(Records excerpted from a collection)
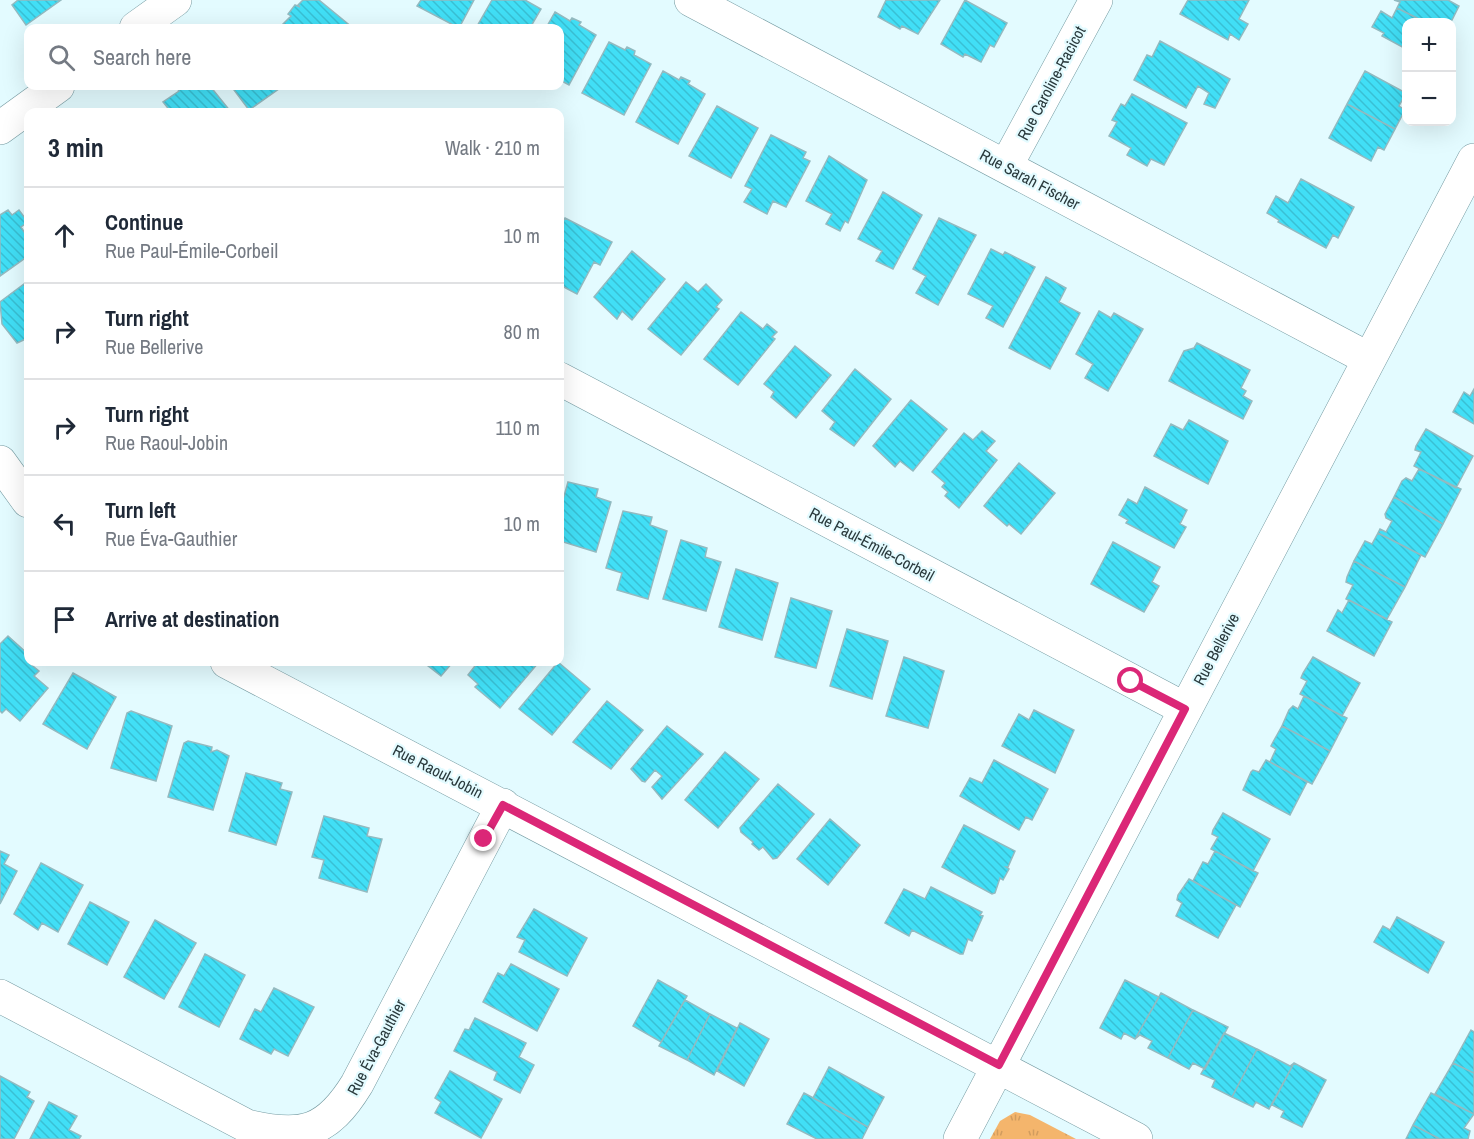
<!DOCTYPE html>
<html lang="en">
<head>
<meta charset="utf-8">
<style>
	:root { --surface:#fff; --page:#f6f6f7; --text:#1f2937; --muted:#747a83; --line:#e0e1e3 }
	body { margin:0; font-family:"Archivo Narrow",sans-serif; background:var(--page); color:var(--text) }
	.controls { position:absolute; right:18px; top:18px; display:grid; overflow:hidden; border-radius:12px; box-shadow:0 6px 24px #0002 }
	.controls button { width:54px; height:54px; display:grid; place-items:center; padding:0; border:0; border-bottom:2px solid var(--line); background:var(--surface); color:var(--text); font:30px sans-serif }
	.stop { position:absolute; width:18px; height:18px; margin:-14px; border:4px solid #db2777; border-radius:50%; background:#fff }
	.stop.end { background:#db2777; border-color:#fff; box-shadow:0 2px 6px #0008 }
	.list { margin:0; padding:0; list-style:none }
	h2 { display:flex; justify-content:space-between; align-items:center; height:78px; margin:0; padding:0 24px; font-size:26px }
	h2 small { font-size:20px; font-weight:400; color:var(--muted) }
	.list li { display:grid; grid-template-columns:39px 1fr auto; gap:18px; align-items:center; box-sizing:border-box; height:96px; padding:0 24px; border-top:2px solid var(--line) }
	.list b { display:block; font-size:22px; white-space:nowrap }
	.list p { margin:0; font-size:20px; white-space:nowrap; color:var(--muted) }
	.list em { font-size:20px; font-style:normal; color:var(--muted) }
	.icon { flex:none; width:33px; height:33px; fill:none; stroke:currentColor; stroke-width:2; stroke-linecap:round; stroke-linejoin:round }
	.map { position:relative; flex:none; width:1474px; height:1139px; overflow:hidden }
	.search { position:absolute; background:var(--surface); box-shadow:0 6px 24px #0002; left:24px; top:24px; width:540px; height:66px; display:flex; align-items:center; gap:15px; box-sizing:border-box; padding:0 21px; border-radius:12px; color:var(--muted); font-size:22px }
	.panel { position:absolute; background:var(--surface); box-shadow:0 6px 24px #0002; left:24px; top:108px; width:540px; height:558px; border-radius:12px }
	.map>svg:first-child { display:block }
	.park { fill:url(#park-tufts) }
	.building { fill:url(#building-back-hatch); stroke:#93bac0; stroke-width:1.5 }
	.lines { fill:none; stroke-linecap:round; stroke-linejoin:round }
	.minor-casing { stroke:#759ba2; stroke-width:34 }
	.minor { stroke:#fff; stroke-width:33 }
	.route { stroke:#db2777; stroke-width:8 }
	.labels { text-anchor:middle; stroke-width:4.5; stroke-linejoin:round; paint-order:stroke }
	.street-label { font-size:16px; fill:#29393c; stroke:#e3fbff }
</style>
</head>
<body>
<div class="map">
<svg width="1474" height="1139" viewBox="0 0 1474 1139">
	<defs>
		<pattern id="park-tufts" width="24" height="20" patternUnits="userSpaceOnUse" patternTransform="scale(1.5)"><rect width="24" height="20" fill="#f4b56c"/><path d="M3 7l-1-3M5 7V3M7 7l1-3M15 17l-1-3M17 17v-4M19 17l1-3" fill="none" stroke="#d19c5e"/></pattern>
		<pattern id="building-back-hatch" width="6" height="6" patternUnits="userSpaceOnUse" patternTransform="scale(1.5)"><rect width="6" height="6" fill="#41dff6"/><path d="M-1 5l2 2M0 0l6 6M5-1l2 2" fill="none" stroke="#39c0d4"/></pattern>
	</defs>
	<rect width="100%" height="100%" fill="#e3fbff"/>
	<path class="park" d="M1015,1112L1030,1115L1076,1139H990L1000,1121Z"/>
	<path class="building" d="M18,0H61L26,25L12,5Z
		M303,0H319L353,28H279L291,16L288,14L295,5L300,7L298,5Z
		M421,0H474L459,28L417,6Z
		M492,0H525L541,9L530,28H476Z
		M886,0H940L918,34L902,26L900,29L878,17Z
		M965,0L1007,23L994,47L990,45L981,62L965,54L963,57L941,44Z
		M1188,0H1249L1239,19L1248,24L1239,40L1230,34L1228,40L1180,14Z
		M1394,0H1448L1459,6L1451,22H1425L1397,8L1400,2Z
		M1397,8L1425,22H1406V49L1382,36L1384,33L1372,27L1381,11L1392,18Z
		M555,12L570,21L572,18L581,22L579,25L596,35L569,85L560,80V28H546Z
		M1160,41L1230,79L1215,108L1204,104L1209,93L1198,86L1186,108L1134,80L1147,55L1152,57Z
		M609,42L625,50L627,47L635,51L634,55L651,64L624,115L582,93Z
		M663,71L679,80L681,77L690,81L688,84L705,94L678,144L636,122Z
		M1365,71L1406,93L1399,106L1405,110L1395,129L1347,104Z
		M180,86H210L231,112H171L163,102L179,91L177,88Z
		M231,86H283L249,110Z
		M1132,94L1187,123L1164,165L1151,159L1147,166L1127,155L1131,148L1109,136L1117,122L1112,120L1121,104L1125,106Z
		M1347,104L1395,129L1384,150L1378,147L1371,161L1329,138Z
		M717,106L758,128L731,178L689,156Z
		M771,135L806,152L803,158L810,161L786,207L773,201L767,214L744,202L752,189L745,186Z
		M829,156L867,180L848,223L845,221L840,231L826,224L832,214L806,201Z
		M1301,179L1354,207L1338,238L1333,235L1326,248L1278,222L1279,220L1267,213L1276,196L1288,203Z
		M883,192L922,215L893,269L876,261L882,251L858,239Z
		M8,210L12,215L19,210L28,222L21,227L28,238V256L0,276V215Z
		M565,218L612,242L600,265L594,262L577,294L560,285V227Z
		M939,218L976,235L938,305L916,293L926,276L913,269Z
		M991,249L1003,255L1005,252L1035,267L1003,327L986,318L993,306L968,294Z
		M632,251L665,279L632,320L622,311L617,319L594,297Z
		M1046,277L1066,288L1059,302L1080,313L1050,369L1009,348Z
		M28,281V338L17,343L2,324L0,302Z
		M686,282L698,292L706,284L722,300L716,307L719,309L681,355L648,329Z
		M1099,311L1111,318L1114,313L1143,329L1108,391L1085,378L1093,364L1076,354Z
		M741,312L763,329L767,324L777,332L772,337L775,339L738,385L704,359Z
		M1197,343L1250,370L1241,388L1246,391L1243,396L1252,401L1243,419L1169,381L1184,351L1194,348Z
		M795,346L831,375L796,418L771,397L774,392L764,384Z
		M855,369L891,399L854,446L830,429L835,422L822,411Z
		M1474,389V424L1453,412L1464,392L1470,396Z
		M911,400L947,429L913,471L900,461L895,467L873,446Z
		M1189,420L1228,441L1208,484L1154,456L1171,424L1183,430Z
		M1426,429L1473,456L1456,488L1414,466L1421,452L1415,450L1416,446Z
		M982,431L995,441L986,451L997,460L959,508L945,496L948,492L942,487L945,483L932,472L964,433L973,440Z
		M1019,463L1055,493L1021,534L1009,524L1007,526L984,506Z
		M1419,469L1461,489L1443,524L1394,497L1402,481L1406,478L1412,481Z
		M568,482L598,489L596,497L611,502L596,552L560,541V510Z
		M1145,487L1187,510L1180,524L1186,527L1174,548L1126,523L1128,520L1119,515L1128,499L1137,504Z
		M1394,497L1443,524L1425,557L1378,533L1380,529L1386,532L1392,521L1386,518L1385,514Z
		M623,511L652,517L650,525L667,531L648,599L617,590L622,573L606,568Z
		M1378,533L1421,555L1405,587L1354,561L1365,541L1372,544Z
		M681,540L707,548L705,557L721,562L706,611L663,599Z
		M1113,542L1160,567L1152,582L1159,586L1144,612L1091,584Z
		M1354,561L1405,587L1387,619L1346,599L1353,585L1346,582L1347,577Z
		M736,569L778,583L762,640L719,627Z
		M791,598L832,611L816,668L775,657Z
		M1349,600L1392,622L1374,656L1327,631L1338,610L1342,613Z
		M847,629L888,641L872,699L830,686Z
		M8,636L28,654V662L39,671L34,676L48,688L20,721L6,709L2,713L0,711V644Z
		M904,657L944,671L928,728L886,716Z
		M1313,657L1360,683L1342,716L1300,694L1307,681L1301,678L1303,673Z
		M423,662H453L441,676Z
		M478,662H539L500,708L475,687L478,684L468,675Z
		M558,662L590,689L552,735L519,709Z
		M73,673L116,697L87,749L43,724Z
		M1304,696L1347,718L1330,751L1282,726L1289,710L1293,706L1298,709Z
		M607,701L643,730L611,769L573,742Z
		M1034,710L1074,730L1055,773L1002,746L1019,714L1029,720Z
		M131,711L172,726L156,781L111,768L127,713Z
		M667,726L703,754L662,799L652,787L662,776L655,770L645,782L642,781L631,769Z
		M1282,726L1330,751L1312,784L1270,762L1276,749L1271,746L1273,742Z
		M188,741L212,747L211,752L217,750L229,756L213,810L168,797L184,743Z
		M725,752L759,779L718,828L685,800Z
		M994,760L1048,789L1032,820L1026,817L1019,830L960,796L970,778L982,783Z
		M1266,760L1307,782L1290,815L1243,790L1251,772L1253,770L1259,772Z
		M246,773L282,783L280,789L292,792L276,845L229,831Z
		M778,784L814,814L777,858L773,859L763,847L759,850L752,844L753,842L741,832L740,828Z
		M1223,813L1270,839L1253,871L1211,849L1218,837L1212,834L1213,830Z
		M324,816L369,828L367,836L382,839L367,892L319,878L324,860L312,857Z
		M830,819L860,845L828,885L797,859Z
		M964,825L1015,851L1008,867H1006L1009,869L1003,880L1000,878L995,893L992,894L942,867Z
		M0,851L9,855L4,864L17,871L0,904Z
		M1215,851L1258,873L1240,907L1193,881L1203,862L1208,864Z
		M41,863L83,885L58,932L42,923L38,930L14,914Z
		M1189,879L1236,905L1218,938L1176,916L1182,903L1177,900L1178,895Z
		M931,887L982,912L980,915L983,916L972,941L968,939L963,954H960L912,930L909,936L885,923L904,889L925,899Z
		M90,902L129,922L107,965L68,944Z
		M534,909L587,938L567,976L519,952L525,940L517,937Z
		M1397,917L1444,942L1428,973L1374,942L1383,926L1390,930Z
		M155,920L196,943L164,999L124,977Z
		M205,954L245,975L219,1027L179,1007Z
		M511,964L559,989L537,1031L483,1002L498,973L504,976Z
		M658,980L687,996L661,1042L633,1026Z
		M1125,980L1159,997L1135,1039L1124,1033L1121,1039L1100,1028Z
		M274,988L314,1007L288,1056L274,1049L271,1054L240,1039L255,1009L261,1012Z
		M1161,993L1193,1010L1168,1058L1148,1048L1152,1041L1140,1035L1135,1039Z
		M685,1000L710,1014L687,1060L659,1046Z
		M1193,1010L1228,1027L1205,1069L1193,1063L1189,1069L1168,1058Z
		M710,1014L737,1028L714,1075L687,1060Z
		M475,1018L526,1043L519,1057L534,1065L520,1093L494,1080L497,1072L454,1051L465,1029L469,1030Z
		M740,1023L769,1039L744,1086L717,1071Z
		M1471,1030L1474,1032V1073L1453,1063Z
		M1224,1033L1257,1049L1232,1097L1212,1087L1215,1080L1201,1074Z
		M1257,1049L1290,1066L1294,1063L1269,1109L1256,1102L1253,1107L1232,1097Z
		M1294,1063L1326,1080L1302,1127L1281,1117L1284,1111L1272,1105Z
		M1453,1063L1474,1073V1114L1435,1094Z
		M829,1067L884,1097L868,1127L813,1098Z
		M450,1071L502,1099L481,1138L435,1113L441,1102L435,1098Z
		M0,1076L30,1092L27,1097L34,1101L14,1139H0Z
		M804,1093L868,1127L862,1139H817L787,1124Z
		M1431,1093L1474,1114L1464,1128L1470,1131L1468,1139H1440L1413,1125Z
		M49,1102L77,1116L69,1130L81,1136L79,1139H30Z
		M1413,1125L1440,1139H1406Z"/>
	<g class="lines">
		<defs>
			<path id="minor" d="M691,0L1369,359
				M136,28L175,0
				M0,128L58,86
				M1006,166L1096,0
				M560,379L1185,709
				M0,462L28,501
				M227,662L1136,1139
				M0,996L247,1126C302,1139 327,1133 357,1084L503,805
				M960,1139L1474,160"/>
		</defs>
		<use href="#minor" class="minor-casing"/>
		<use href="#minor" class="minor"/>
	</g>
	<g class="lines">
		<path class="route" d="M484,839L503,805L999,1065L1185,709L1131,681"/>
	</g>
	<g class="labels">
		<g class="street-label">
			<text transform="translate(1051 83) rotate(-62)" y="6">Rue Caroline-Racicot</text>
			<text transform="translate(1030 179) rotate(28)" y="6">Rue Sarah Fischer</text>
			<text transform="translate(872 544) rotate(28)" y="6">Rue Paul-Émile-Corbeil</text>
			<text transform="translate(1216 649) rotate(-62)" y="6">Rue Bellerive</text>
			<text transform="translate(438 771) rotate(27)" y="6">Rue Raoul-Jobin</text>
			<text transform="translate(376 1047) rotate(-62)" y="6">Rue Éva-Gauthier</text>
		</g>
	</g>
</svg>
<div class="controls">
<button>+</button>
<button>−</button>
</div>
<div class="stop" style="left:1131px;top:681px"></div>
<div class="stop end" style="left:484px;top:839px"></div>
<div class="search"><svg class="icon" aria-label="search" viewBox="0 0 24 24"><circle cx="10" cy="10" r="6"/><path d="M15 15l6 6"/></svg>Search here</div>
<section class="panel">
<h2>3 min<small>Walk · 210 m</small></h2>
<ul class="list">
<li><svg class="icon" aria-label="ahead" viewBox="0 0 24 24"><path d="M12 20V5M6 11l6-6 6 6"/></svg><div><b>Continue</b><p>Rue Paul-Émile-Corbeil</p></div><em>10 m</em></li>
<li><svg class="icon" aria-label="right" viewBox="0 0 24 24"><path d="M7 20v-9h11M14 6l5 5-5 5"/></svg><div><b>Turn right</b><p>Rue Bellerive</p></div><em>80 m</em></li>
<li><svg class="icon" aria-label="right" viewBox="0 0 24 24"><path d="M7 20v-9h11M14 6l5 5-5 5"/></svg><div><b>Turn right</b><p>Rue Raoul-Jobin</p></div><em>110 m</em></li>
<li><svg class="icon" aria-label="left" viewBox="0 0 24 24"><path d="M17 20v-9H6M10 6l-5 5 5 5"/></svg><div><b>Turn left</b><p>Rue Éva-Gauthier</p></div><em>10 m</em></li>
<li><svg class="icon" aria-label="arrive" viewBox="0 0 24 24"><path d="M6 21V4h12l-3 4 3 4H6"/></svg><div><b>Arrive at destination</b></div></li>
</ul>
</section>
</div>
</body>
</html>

What is expected :: Report all lines in the records that include the string "linecap".

Expected answer ::
	.icon { flex:none; width:33px; height:33px; fill:none; stroke:currentColor; stroke-width:2; stroke-linecap:round; stroke-linejoin:round }
	.lines { fill:none; stroke-linecap:round; stroke-linejoin:round }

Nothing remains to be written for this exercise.